- **Supplied material**
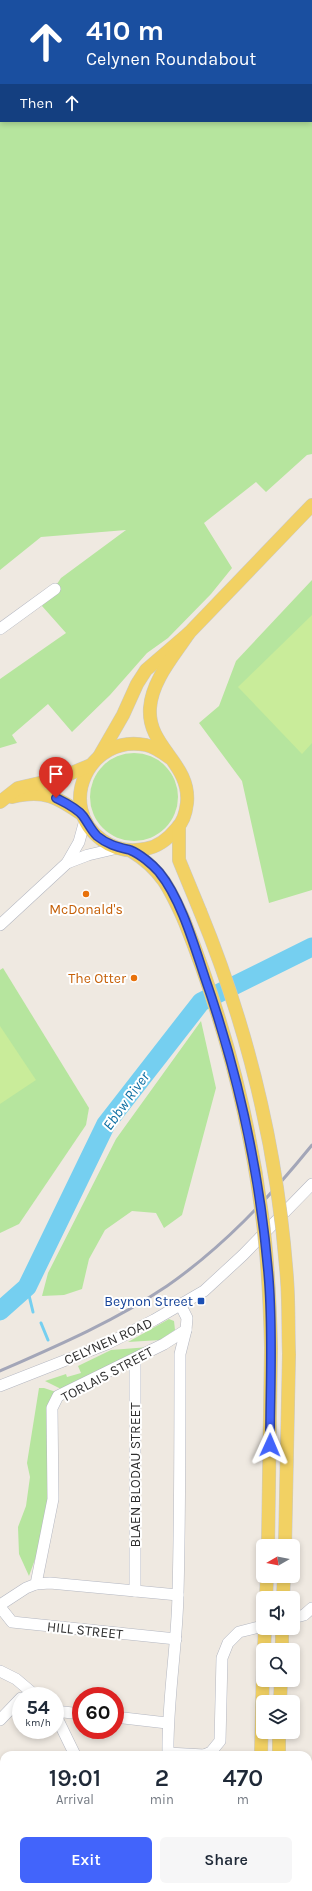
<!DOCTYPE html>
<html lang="en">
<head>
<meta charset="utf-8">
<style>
	body { margin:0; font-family:Karla,sans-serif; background:#f6f6f7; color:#1f2937; height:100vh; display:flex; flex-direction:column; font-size:15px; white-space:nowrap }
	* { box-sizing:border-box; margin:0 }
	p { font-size:13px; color:#747a83 }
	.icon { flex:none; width:22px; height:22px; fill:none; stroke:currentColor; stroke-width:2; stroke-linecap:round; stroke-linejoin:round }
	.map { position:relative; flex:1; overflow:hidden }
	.sheet { position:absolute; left:0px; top:1751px; width:312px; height:140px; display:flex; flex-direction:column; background:#fff; border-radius:12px 12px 0 0; box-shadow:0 2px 6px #0003 }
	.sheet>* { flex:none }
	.hud { position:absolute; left:0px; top:0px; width:312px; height:122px; box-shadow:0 2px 6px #0003; background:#1a4fa0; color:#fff; overflow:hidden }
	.needle { width:26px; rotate:261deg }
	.tools { position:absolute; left:256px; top:1539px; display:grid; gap:8px }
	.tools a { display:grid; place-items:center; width:44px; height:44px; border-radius:6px; background:#fff; box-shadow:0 2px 6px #0003; font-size:20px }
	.speed { position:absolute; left:12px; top:1687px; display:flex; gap:8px; font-size:20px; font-weight:700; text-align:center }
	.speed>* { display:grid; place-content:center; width:52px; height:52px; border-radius:50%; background:#fff; box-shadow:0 2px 6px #0003; line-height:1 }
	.speed small { font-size:10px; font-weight:400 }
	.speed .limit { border:6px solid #d22; background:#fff; color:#111 }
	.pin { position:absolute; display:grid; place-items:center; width:34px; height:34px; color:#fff; margin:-41px -17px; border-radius:50% 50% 50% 0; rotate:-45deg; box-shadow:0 0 4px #0007 }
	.pin .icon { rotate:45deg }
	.me { position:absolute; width:44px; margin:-22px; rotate:1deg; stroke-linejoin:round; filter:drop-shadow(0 0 3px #0008) }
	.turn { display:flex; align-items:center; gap:14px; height:84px; padding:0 20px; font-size:18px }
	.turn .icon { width:52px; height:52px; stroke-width:2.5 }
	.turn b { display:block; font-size:28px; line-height:34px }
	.then { display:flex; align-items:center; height:38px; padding:0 20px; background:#0003; gap:8px; font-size:15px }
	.eta { display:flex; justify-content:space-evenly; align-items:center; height:68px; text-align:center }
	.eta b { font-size:24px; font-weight:600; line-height:28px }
	.primary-button { display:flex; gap:8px; margin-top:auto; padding:8px 20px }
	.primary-button a { flex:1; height:46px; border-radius:6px; background:#4264fb; color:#fff; font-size:16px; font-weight:600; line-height:46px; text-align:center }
	.primary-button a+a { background:#f6f6f7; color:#1f2937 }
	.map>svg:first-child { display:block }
	.green { fill:#b6e59e }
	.pitch { fill:#c9ec9a }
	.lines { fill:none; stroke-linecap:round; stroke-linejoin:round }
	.stream { stroke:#75cff0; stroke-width:3 }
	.river { stroke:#75cff0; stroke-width:19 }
	.minor-casing { stroke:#b4b7c1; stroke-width:12 }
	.major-casing { stroke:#c9c9c9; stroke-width:14 }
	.minor { stroke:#fff; stroke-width:11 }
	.major { stroke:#f2d163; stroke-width:13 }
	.rail { stroke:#a3a6b8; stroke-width:3 }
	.major-bridge-casing { stroke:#c9c9c9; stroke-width:14; stroke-linecap:butt }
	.major-bridge { stroke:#f2d163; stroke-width:13 }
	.route-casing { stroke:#2b41a3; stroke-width:10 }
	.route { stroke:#4264fb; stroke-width:7 }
	.food-dot { fill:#e8710a; stroke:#fff; stroke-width:1.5 }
	.transit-dot { fill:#1a4fb4; stroke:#fff; stroke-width:1.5 }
	.labels { text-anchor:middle; stroke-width:4; stroke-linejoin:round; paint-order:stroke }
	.food-label { font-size:14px; fill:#c56008; stroke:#fff }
	.transit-label { font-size:14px; fill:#164399; stroke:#fff; text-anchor:end }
	.street-label { font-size:14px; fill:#2e2e2e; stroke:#fff }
	.water-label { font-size:15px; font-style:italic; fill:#0d6fa3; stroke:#fff }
</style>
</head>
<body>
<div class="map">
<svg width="312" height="1891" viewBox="0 0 312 1891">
	<rect width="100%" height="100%" fill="#efe9e1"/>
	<g class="green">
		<path d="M107,0h205v454l-5,1 -41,37 -10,-10 -52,41 28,45 -21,26 -43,44 -21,15 -37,42 -38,37 -24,-28 -36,31 5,8 -17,5v-69l66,-46 -24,-27 19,-28 65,-48 -85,7 -41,33v-505l1,56h310v-120h-205z"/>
		<path d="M312,580v310l-43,13 -27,-122 -43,-58 20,-17 17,-45z"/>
		<circle cx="134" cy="797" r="44"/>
		<path d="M3,968l86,140 -3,17 -67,99 -19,9v-263z"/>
		<path d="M201,1021l15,67 -34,127 -18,13 -8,-15 -24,-2 -27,19 -16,29 -7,30 -18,6 -22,1 6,-23 68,-134z"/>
		<path d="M169,1319l5,2 1,9 -15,10 -32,2z"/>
		<path d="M149,1347l-88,42 -16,-8 21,-7 1,3 14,-4 -3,-7 33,-16z"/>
		<path d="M39,1388h5l12,4 -7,105 -11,54 -9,25 -10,-22 -1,-27 8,-21 4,-29 -3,-14z"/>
	</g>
	<g class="pitch">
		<path d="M312,615v128l-10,11 -64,-67z"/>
		<path d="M0,1026l36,54 -36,24z"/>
	</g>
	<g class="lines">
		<g class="stream">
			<path d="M157,0l1,1"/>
			<path d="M311,80l1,1"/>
			<path d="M0,94h1"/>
			<path d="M27,1287l6,25"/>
			<path d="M41,1323l7,17"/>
		</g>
		<path class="river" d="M0,1311l27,-24 79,-163 95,-122 111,-55"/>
		<defs>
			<g id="minor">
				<path d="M0,629l55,-40"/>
				<path d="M67,863l21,-8 30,-7"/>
				<path d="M0,925l67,-62 12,-21 6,-22"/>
				<path d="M135,1359v232"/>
				<path d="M0,1386l107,-42 47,-24 50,-29 39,-36 69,-71"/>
				<path d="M36,1584l14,-1 128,12"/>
				<path d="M0,1605l26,-17 10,-4 17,-85 -1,-91 6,-12 106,-52 22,-14 1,-12 -6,-12"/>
				<path d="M0,1607l12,15 164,17"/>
				<path d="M293,1618l11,-3 8,-7"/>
				<path d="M0,1671l16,8 20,17"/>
				<path d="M55,1711l26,3"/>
				<path d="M55,1714l20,41"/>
				<path d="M115,1717l52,6"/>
				<path d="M0,1720l21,-22"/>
				<path d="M168,1753l36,2"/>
				<path d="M168,1755c-1,-54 9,-107 10,-161 2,-79 2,-160 2,-240l6,-24"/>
				<path d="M204,1755l7,-3 9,-11 2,-83 6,-15 11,-11 24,-6"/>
				<path d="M0,1877l4,-2"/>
				<path d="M61,1887v2"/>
			</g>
			<g id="major">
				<path d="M100,755l23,-40 14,-31 9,-14 43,-37 123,-128"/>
				<path d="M170,758c-7,-5 -15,-11 -24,-13 -56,-12 -91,61 -44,95 12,9 27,12 43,9 13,-2 24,-11 32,-21 6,-6 9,-16 10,-25 4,-40 -40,-56 -37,-95 2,-28 24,-52 39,-75"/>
				<path d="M12,797c32,-8 45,0 71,18"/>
				<path d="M0,802l18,-14 39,-9 34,-14"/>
				<path d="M179,826v34l21,51"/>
				<path d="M131,851c30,18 39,38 53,69"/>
				<path d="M268,1546l3,-198"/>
				<path d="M285,1546l4,-192"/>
				<path d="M266,1598l1,-22"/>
				<path d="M283,1598l1,-22"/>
				<path d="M264,1650l1,-22"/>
				<path d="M282,1650v-22"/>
				<path d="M280,1702l1,-22"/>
				<path d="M279,1732v23"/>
				<path d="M261,1755l2,-88"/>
				<path d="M271,1887v4"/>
				<path d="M287,1887v4"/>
			</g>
		</defs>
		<use href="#minor" class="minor-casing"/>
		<use href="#major" class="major-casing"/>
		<use href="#minor" class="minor"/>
		<use href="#major" class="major"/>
		<path class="rail" d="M0,1371c57,-25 115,-50 167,-85 56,-39 102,-88 145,-141"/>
		<defs>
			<g id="major-bridge">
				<path d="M200,911c48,117 78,241 87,368 2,25 1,50 2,75"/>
				<path d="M184,920c38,95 65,194 78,295 6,45 8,89 9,133"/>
			</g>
		</defs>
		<use href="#major-bridge" class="major-bridge-casing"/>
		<use href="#major-bridge" class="major-bridge"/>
	</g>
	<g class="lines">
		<defs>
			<path id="route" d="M56,798c8,4 21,10 27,18 5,7 8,14 14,20 11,9 21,11 33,14 10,4 22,14 29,22 22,27 35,73 46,106 34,98 56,200 64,304 4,54 1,109 1,163"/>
		</defs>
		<use href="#route" class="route-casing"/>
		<use href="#route" class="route"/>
	</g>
	<g class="food-dot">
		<circle cx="86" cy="894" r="4"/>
		<circle cx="134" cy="978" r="4"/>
	</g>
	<rect class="transit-dot" x="197" y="1297" width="8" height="8" rx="2"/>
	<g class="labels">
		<g class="food-label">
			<text x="86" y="914">McDonald's</text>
			<text x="126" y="983" text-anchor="end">The Otter</text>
		</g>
		<g class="transit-label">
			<text x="193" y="1306">Beynon Street</text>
		</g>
		<g class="street-label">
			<text transform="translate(108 1341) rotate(-24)" y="5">CELYNEN ROAD</text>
			<text transform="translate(107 1374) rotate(-28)" y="5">TORLAIS STREET</text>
			<text transform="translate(135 1475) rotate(-90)" y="5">BLAEN BLODAU STREET</text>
			<text transform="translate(85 1630) rotate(6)" y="5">HILL STREET</text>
		</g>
		<g class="water-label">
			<text transform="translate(126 1101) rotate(-54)" y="5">Ebbw River</text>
		</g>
	</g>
</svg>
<div class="tools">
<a><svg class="needle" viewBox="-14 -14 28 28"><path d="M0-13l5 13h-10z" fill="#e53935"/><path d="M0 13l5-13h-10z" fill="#747a83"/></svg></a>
<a><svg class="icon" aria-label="sound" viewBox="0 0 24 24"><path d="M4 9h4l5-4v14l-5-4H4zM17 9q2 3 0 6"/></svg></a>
<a><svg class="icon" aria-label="search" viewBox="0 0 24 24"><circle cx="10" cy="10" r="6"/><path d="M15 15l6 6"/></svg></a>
<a><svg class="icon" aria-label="layers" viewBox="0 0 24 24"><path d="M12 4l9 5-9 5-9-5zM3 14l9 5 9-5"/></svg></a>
</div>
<div class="speed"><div>54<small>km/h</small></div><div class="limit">60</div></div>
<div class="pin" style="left:56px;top:798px;background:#d93025"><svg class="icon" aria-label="arrive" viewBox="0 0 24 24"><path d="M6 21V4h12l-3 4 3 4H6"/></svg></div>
<svg class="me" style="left:270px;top:1445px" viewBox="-20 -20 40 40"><path d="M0-17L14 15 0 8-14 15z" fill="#4264fb" stroke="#fff" stroke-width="4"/></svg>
<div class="hud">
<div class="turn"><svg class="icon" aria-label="ahead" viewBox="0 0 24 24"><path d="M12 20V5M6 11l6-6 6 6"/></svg><div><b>410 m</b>Celynen Roundabout</div></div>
<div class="then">Then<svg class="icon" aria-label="ahead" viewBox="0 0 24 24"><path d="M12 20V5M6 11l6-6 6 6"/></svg></div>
</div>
<section class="sheet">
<div class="eta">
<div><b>19:01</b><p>Arrival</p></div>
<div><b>2</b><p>min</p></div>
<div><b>470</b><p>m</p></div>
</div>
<div class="primary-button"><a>Exit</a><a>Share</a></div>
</section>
</div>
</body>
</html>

- **Problem description**
Within the material above, show every line that includes "limit".

- **Result**
	.speed .limit { border:6px solid #d22; background:#fff; color:#111 }
<div class="speed"><div>54<small>km/h</small></div><div class="limit">60</div></div>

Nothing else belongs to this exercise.